• _What to work on_
Give the lines below again exactly, starting with the line that holds "g.strokeStyle = halo;" and going on through the line that holds "[1941,611,1941,866,1930,888,1711,848,1737,613]".

• _Input for this task_
☆ ☆ ☆ ☆ ☆ ☆ ☆
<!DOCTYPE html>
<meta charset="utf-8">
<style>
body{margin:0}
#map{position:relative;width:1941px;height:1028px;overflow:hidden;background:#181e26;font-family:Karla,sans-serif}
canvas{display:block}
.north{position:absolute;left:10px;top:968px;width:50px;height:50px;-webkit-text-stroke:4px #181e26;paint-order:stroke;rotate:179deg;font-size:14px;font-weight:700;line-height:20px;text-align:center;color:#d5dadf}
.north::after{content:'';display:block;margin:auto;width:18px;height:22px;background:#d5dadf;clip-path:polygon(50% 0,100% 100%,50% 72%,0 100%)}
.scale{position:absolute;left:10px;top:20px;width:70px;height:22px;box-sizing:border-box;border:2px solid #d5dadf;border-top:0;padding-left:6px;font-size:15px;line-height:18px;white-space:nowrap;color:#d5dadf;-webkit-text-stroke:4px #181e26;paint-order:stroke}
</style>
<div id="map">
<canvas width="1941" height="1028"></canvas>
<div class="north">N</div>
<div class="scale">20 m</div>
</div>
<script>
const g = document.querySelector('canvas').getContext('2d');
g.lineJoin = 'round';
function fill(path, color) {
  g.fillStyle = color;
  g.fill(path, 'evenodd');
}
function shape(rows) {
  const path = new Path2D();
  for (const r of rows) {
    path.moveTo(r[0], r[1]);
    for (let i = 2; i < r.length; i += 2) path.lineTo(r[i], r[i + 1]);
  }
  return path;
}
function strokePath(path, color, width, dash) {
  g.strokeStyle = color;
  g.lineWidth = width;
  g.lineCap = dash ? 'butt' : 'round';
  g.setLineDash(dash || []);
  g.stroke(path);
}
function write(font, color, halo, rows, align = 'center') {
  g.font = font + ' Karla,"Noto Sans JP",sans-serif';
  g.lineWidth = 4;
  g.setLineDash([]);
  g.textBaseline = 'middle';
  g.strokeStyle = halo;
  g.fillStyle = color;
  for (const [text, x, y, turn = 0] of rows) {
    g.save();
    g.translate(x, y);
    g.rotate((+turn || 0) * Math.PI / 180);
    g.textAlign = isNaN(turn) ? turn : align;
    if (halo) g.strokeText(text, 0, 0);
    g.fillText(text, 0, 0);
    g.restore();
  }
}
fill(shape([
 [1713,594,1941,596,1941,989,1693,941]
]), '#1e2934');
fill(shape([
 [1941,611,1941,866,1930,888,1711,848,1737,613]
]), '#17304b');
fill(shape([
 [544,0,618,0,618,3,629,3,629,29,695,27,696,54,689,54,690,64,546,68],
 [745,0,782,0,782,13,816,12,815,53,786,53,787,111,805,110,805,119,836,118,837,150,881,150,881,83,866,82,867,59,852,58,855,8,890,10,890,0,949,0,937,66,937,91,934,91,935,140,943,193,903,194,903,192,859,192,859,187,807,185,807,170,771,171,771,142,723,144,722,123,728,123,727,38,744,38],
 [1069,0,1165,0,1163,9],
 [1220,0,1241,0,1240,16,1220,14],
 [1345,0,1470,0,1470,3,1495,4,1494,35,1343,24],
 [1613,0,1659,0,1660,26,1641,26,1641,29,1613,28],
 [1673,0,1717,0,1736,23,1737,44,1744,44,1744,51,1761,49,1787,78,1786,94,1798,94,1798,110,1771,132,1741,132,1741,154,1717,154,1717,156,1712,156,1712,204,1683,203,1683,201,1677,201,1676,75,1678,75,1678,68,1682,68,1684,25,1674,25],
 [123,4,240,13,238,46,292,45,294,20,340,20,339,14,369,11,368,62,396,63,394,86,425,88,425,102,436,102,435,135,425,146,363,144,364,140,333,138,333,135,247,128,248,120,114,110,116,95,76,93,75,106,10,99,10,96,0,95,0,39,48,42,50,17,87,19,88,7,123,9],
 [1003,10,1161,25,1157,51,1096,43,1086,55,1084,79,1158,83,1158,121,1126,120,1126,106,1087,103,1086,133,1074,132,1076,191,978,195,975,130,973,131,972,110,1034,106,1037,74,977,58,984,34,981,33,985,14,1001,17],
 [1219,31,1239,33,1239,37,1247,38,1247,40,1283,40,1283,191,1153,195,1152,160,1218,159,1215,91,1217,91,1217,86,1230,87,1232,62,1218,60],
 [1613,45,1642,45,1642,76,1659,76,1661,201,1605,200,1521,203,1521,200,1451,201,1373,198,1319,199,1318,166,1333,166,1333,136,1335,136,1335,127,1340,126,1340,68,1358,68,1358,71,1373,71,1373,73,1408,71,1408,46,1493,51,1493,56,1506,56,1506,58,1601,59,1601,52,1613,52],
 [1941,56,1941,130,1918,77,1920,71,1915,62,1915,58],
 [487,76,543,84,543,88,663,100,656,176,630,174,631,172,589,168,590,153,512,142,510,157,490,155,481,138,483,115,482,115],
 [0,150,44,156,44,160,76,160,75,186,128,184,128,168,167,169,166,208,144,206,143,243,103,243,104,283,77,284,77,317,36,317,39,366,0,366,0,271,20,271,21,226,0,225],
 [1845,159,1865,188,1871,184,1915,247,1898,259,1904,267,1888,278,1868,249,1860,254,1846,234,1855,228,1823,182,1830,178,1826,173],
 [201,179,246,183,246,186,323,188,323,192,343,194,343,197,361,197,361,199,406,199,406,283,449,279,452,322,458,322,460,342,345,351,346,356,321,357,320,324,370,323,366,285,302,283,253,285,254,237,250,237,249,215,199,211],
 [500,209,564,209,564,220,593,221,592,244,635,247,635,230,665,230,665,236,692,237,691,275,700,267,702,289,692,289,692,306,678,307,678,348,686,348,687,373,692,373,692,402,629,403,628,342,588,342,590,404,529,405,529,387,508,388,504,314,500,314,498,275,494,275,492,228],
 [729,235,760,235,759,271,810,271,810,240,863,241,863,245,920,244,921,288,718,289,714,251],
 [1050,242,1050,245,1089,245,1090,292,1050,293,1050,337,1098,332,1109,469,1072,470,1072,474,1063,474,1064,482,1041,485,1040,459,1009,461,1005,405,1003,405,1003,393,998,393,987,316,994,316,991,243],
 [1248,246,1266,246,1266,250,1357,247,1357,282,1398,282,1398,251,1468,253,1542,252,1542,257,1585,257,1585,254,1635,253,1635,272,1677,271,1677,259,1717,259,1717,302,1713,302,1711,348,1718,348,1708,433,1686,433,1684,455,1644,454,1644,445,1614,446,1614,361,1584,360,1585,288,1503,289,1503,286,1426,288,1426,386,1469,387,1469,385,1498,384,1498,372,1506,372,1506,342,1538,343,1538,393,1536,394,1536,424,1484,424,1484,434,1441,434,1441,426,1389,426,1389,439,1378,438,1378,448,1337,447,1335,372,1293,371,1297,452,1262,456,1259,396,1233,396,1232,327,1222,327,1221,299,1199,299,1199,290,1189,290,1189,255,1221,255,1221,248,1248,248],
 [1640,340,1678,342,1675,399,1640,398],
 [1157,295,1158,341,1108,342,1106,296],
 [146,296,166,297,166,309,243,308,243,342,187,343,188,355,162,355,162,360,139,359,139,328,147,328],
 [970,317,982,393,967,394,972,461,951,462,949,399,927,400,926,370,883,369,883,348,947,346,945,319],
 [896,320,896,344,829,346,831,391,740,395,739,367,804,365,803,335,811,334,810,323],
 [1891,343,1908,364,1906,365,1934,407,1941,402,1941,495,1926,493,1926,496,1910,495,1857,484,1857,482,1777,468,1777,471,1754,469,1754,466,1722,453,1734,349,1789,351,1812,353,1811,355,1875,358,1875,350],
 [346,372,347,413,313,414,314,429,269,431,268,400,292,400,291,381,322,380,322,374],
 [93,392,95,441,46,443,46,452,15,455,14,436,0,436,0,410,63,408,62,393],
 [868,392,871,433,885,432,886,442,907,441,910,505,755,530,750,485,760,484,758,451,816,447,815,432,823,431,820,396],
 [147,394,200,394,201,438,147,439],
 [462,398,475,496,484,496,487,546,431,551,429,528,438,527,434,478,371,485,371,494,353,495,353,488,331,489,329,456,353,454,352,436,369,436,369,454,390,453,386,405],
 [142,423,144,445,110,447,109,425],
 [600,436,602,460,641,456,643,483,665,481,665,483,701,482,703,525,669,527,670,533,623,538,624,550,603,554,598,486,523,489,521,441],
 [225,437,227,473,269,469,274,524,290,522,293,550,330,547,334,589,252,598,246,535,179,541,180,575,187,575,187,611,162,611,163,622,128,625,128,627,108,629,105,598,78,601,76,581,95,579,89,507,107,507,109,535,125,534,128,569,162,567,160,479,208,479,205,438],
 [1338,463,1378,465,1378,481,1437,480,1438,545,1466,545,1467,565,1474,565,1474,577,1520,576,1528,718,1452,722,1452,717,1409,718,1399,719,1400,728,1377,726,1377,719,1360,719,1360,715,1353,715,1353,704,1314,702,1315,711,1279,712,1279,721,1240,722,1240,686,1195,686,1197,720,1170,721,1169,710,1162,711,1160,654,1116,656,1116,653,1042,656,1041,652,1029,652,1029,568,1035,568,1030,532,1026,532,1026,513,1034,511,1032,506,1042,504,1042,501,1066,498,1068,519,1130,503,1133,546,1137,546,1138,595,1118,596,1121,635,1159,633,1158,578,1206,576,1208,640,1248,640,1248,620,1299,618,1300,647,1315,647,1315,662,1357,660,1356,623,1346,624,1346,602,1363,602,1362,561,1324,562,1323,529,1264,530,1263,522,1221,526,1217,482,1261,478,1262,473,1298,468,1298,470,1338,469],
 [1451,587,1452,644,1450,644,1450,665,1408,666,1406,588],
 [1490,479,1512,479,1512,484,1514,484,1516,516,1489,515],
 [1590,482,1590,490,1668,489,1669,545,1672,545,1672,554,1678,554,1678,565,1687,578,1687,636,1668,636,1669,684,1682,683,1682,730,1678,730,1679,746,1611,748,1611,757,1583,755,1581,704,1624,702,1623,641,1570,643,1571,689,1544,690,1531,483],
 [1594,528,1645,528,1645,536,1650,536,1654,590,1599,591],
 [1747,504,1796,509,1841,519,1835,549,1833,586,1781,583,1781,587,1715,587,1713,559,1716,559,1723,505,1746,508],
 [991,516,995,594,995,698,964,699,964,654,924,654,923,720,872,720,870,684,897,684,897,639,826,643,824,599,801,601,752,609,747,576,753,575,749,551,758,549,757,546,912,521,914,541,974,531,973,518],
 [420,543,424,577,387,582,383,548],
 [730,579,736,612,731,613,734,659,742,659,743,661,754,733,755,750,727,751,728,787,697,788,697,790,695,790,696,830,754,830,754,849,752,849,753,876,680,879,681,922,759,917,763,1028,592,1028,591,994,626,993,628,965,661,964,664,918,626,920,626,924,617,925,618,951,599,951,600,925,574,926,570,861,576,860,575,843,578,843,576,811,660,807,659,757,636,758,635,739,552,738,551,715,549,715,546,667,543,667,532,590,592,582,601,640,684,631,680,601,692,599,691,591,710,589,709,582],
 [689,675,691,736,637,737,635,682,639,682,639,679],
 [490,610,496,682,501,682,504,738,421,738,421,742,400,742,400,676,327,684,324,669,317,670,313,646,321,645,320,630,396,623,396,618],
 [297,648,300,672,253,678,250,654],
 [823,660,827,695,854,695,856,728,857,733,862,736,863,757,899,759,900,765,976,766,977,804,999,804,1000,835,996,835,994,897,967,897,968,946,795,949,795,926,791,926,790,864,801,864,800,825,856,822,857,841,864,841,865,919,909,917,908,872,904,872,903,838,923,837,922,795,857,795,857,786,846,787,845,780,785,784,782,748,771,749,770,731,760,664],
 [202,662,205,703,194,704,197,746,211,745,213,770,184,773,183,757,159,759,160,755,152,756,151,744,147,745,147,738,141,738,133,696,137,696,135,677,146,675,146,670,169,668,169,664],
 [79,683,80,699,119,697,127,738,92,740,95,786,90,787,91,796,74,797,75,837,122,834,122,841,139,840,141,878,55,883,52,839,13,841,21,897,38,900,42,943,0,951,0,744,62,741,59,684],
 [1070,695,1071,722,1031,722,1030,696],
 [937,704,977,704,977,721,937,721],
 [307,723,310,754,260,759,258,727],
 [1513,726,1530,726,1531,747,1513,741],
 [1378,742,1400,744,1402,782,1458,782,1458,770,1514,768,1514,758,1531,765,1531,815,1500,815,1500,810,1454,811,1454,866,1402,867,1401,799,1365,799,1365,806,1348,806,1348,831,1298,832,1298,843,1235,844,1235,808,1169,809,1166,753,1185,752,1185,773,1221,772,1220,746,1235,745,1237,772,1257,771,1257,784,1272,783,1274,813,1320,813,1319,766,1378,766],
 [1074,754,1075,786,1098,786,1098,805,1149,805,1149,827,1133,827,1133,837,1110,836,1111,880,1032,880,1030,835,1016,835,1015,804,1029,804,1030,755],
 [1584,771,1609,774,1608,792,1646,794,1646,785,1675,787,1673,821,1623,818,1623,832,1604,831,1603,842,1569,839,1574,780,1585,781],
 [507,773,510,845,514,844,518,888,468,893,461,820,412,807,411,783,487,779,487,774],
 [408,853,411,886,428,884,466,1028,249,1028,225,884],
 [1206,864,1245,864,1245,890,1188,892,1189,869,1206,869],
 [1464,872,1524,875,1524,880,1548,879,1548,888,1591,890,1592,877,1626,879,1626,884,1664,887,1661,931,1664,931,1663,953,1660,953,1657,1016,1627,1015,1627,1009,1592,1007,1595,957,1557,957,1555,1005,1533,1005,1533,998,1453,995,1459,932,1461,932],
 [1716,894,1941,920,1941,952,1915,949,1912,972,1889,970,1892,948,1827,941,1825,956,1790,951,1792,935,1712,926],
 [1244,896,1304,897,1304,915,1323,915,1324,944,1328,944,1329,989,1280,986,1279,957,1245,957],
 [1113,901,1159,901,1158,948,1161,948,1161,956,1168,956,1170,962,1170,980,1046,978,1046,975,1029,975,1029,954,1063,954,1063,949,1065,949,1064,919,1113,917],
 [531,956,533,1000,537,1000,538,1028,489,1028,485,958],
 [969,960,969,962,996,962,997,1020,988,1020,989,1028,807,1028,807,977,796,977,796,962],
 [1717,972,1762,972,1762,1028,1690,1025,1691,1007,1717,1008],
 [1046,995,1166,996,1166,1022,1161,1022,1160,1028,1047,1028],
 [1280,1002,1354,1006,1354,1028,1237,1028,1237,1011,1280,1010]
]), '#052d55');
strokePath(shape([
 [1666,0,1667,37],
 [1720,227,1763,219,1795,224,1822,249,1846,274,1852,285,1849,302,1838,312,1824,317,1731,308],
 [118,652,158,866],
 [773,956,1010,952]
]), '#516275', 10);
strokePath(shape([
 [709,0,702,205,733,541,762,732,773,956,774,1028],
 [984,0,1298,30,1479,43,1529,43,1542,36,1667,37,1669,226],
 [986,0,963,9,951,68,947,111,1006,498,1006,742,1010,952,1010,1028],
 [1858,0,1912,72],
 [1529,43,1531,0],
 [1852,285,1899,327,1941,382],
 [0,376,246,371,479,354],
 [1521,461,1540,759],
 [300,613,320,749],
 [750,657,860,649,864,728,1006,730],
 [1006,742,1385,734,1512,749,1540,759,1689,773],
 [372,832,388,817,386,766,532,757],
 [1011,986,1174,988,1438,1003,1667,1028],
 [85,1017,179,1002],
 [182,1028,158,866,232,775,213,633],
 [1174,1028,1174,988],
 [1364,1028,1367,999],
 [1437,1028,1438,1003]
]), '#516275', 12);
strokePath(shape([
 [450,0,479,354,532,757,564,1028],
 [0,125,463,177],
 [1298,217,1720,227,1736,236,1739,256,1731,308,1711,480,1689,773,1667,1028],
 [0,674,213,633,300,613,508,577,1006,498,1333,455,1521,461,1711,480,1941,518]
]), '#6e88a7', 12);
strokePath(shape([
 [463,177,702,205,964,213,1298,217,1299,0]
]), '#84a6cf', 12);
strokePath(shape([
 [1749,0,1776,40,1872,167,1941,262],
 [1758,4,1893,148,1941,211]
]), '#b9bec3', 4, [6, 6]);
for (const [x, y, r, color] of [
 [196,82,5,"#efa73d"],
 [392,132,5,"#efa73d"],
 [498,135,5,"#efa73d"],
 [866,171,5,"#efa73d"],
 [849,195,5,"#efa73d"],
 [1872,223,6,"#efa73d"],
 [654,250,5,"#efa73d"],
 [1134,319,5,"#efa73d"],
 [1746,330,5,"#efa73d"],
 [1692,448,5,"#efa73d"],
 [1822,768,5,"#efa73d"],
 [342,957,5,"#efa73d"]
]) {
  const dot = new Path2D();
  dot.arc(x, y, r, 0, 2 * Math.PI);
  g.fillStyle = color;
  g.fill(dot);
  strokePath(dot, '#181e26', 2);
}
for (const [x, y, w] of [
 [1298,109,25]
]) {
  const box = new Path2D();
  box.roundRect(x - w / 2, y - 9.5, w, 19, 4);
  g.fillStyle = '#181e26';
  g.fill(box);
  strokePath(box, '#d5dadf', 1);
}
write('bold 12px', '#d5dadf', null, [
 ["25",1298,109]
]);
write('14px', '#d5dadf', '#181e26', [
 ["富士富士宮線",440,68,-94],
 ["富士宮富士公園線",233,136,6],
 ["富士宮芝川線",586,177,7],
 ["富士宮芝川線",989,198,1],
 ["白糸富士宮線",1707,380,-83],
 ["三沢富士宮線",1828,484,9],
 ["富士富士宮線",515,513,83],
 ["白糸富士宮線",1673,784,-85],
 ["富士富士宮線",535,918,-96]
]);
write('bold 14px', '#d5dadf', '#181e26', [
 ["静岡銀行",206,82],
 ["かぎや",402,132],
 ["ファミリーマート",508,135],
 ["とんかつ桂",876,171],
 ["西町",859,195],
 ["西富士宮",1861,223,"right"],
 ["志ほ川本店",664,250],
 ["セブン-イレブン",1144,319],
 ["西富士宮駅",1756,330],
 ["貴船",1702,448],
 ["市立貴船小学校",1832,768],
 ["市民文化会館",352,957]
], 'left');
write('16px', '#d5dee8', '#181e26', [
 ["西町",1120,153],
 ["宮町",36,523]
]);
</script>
☆ ☆ ☆ ☆ ☆ ☆ ☆
• _Result for this exercise_
  g.strokeStyle = halo;
  g.fillStyle = color;
  for (const [text, x, y, turn = 0] of rows) {
    g.save();
    g.translate(x, y);
    g.rotate((+turn || 0) * Math.PI / 180);
    g.textAlign = isNaN(turn) ? turn : align;
    if (halo) g.strokeText(text, 0, 0);
    g.fillText(text, 0, 0);
    g.restore();
  }
}
fill(shape([
 [1713,594,1941,596,1941,989,1693,941]
]), '#1e2934');
fill(shape([
 [1941,611,1941,866,1930,888,1711,848,1737,613]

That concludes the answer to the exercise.